[Record excerpts]
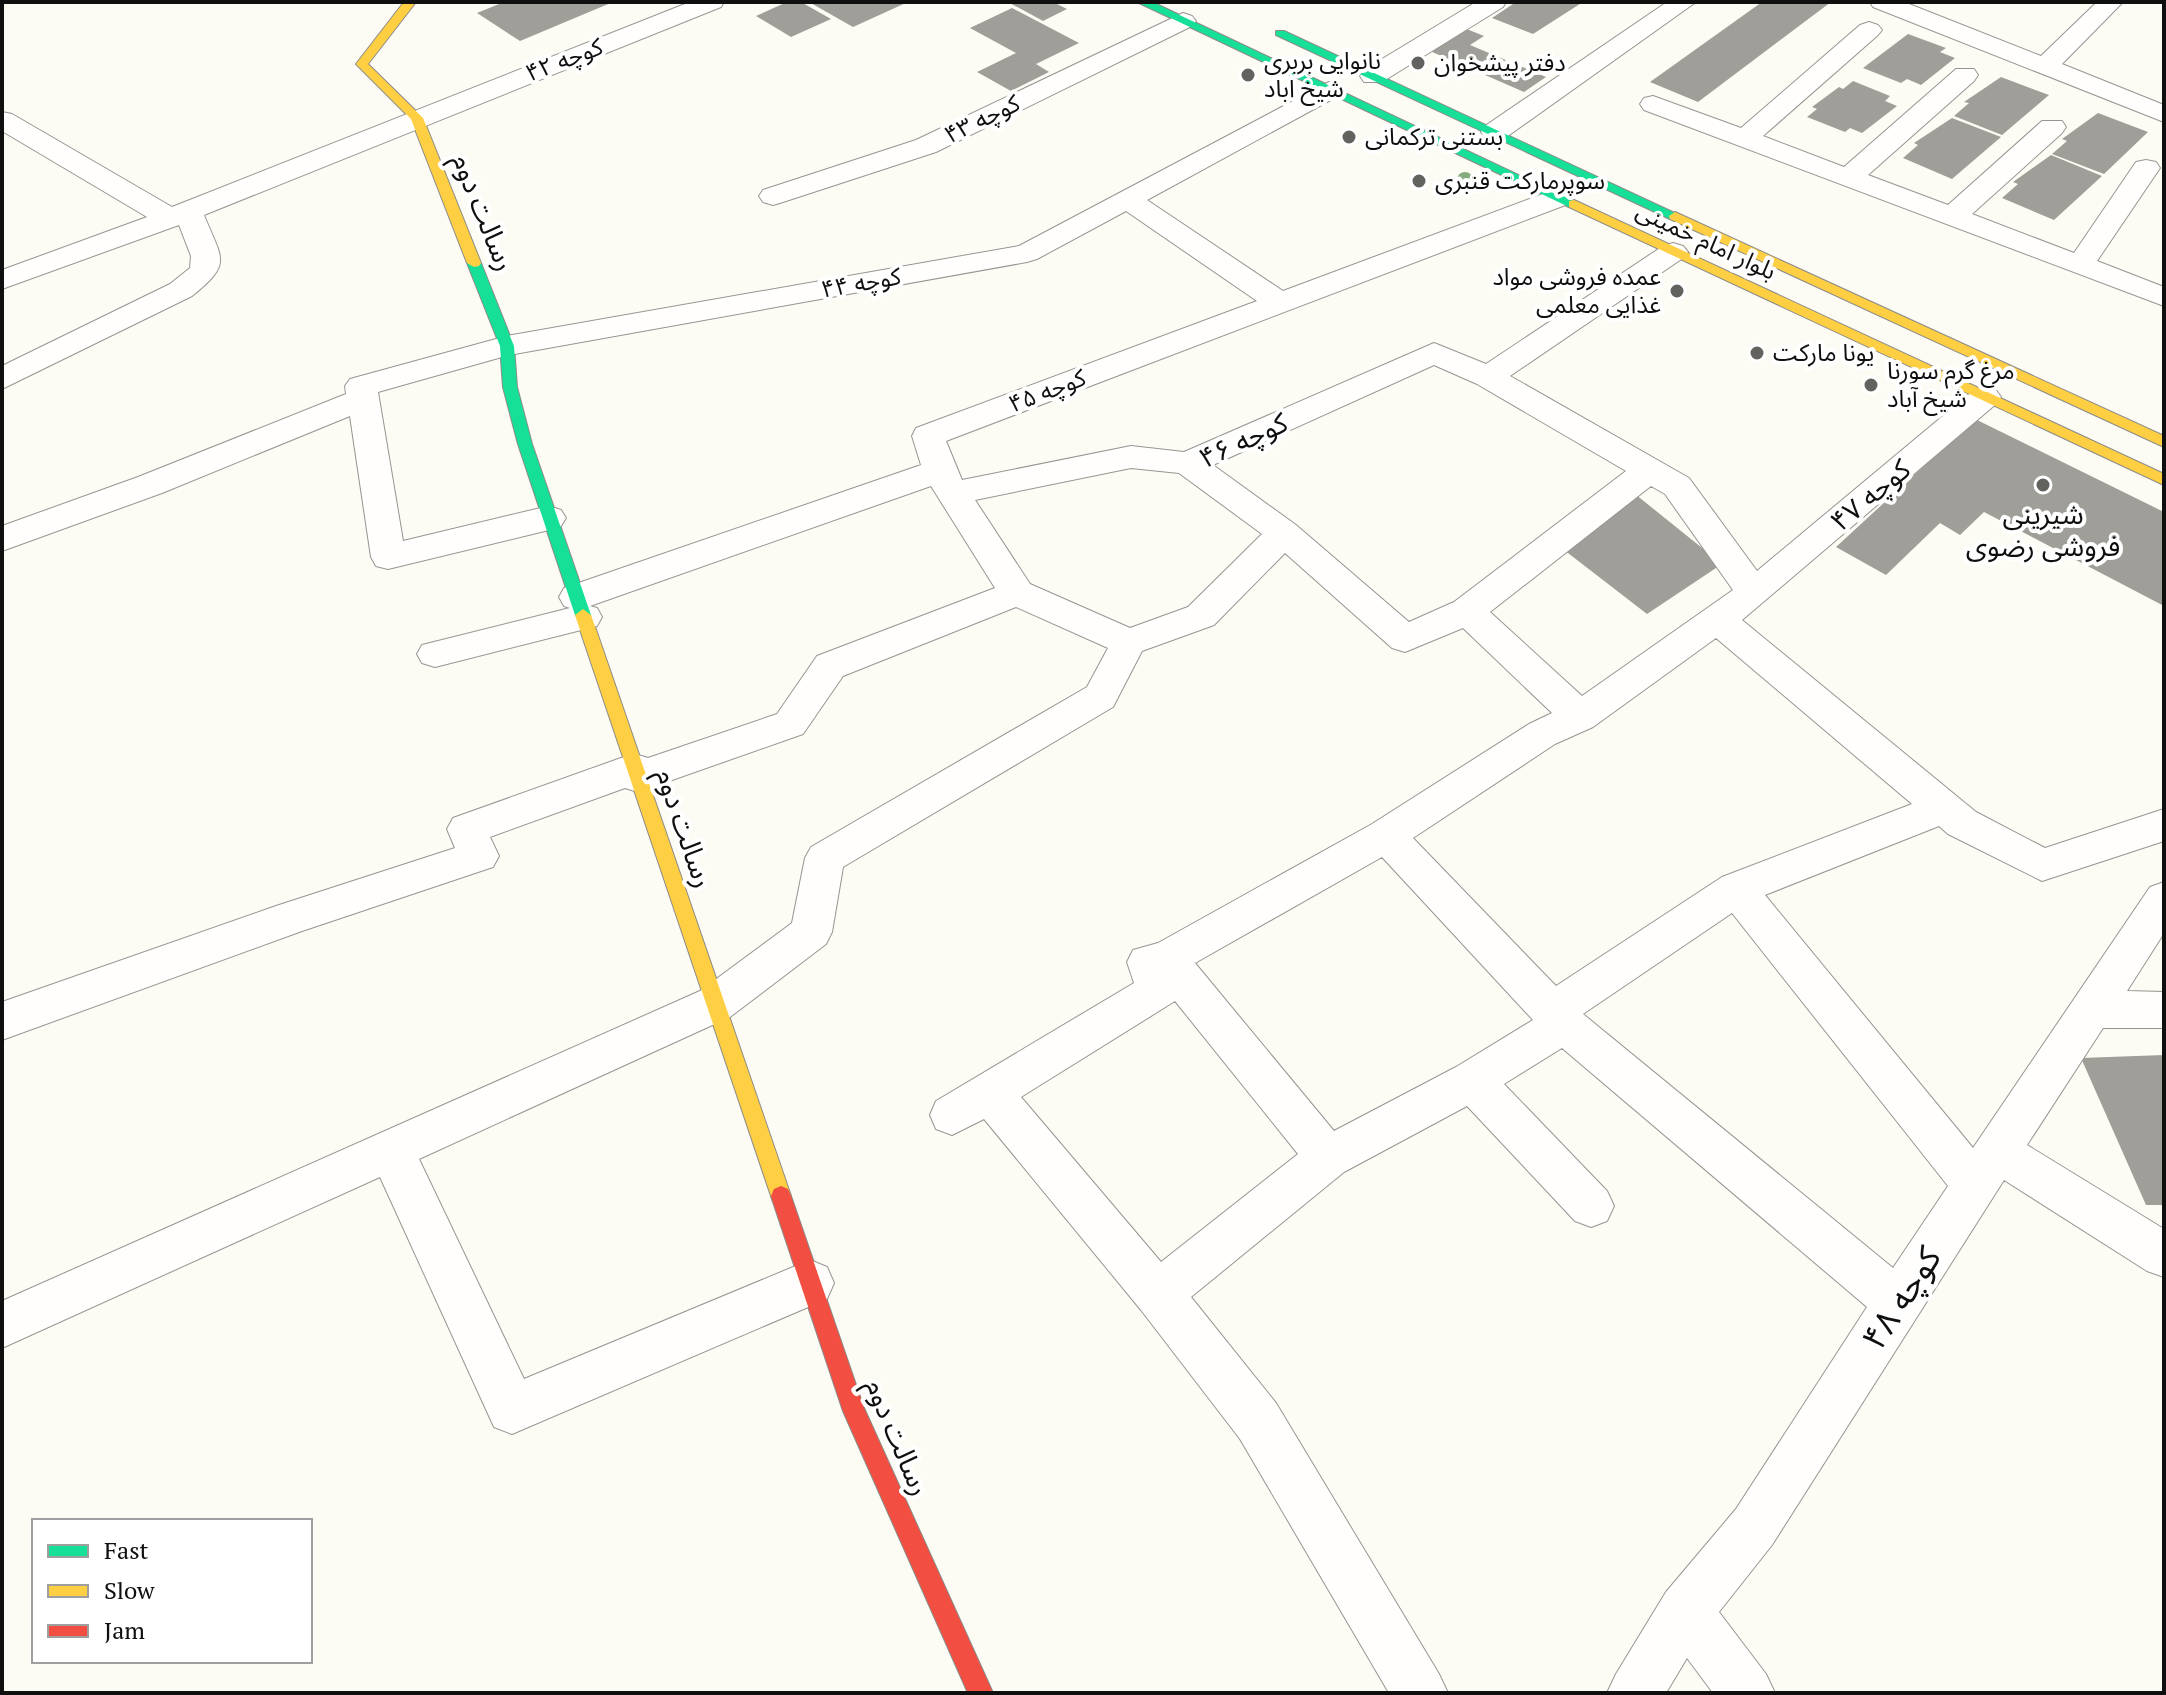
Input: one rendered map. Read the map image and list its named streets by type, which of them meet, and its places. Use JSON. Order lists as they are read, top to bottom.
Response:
{
  "streets": {
    "main road": ["رسالت دوم", "بلوار امام خمینی"],
    "street": [
      "کوچه ۴۲",
      "کوچه ۴۳",
      "کوچه ۴۴",
      "کوچه ۴۵",
      "کوچه ۴۶",
      "کوچه ۴۷",
      "کوچه ۴۸"
    ]
  },
  "crossings": [
    ["کوچه ۴۲", "رسالت دوم"],
    ["کوچه ۴۳", "بلوار امام خمینی"],
    ["رسالت دوم", "کوچه ۴۴"],
    ["بلوار امام خمینی", "کوچه ۴۴"],
    ["بلوار امام خمینی", "کوچه ۴۵"],
    ["بلوار امام خمینی", "کوچه ۴۷"],
    ["کوچه ۴۶", "کوچه ۴۷"]
  ],
  "places": [
    "دفتر پیشخوان",
    "نانوایی بربری شیخ اباد",
    "بستنی ترکمانی",
    "سوپرمارکت قنبری",
    "عمده فروشی مواد غذایی معلمی",
    "یونا مارکت",
    "مرغ گرم سورنا شیخ آباد",
    "شیرینی فروشی رضوی"
  ],
  "legend": ["Fast", "Slow", "Jam"]
}
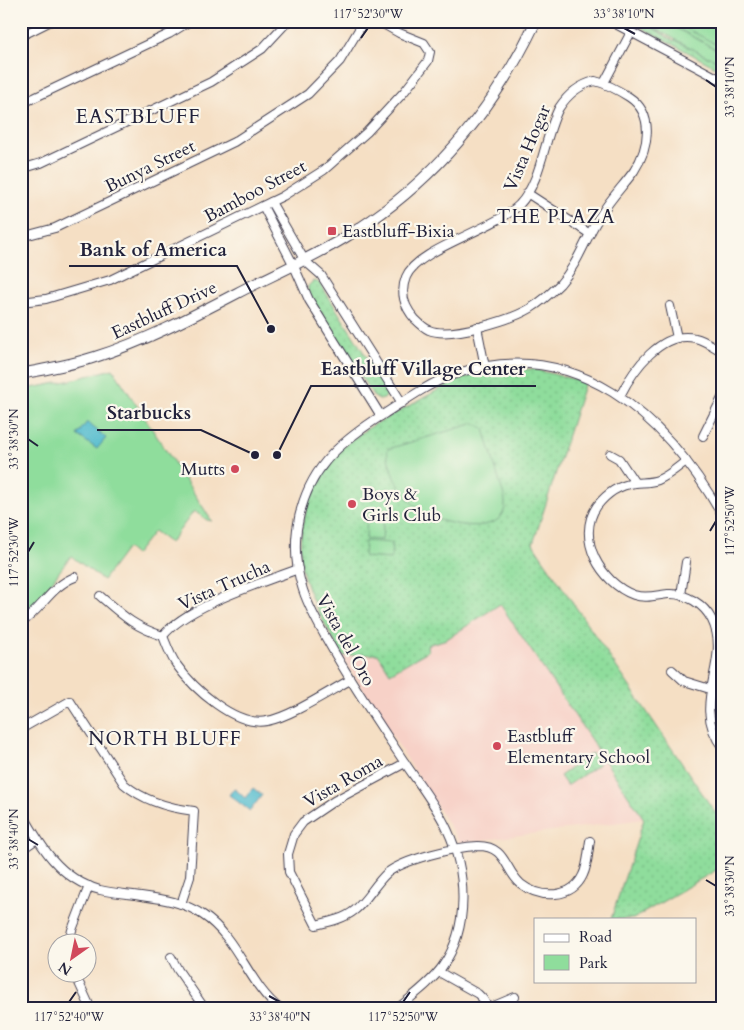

[Task prompt]
For this exercise, return the material word for word and drop each image.

[Exercise output]
Input: one rendered map. Read the map image and list its named streets by type, which of them meet, and its places. Use JSON. Order lists as they are read, top to bottom.
Response:
{
  "streets": {
    "main road": ["رسالت دوم", "بلوار امام خمینی"],
    "street": [
      "کوچه ۴۲",
      "کوچه ۴۳",
      "کوچه ۴۴",
      "کوچه ۴۵",
      "کوچه ۴۶",
      "کوچه ۴۷",
      "کوچه ۴۸"
    ]
  },
  "crossings": [
    ["کوچه ۴۲", "رسالت دوم"],
    ["کوچه ۴۳", "بلوار امام خمینی"],
    ["رسالت دوم", "کوچه ۴۴"],
    ["بلوار امام خمینی", "کوچه ۴۴"],
    ["بلوار امام خمینی", "کوچه ۴۵"],
    ["بلوار امام خمینی", "کوچه ۴۷"],
    ["کوچه ۴۶", "کوچه ۴۷"]
  ],
  "places": [
    "دفتر پیشخوان",
    "نانوایی بربری شیخ اباد",
    "بستنی ترکمانی",
    "سوپرمارکت قنبری",
    "عمده فروشی مواد غذایی معلمی",
    "یونا مارکت",
    "مرغ گرم سورنا شیخ آباد",
    "شیرینی فروشی رضوی"
  ],
  "legend": ["Fast", "Slow", "Jam"]
}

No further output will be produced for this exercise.